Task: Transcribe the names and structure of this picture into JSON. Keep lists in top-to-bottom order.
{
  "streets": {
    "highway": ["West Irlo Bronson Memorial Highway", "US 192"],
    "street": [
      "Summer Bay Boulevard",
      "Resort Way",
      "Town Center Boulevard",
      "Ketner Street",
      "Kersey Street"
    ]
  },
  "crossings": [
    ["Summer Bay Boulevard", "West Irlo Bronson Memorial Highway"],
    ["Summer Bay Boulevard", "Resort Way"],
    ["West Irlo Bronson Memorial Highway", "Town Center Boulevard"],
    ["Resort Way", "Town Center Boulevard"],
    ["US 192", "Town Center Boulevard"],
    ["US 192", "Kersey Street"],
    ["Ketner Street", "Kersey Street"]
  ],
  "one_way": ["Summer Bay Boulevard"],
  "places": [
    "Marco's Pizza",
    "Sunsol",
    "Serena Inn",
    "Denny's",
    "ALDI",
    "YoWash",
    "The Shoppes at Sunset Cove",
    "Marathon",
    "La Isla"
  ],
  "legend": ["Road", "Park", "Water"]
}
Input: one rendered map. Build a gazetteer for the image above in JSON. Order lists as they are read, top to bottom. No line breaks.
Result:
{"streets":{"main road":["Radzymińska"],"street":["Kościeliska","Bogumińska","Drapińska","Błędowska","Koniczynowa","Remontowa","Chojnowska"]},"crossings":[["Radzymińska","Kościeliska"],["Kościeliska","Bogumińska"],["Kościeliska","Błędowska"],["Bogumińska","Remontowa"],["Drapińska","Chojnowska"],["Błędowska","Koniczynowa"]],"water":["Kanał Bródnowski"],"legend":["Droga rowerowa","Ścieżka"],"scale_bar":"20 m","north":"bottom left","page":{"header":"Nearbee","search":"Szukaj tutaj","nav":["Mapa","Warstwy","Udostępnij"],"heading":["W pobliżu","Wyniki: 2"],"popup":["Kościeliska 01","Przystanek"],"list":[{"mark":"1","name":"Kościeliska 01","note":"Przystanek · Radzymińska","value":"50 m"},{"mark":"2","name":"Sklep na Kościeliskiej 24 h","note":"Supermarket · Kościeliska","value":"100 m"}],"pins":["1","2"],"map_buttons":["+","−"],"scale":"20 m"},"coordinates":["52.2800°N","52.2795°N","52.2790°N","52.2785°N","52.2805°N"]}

### What you have to do
Repeat the data in full. Nothing may be dropped or altered.

### Task response
Task: Transcribe the names and structure of this picture into JSON. Keep lists in top-to-bottom order.
{
  "streets": {
    "highway": ["West Irlo Bronson Memorial Highway", "US 192"],
    "street": [
      "Summer Bay Boulevard",
      "Resort Way",
      "Town Center Boulevard",
      "Ketner Street",
      "Kersey Street"
    ]
  },
  "crossings": [
    ["Summer Bay Boulevard", "West Irlo Bronson Memorial Highway"],
    ["Summer Bay Boulevard", "Resort Way"],
    ["West Irlo Bronson Memorial Highway", "Town Center Boulevard"],
    ["Resort Way", "Town Center Boulevard"],
    ["US 192", "Town Center Boulevard"],
    ["US 192", "Kersey Street"],
    ["Ketner Street", "Kersey Street"]
  ],
  "one_way": ["Summer Bay Boulevard"],
  "places": [
    "Marco's Pizza",
    "Sunsol",
    "Serena Inn",
    "Denny's",
    "ALDI",
    "YoWash",
    "The Shoppes at Sunset Cove",
    "Marathon",
    "La Isla"
  ],
  "legend": ["Road", "Park", "Water"]
}
Input: one rendered map. Build a gazetteer for the image above in JSON. Order lists as they are read, top to bottom. No line breaks.
Result:
{"streets":{"main road":["Radzymińska"],"street":["Kościeliska","Bogumińska","Drapińska","Błędowska","Koniczynowa","Remontowa","Chojnowska"]},"crossings":[["Radzymińska","Kościeliska"],["Kościeliska","Bogumińska"],["Kościeliska","Błędowska"],["Bogumińska","Remontowa"],["Drapińska","Chojnowska"],["Błędowska","Koniczynowa"]],"water":["Kanał Bródnowski"],"legend":["Droga rowerowa","Ścieżka"],"scale_bar":"20 m","north":"bottom left","page":{"header":"Nearbee","search":"Szukaj tutaj","nav":["Mapa","Warstwy","Udostępnij"],"heading":["W pobliżu","Wyniki: 2"],"popup":["Kościeliska 01","Przystanek"],"list":[{"mark":"1","name":"Kościeliska 01","note":"Przystanek · Radzymińska","value":"50 m"},{"mark":"2","name":"Sklep na Kościeliskiej 24 h","note":"Supermarket · Kościeliska","value":"100 m"}],"pins":["1","2"],"map_buttons":["+","−"],"scale":"20 m"},"coordinates":["52.2800°N","52.2795°N","52.2790°N","52.2785°N","52.2805°N"]}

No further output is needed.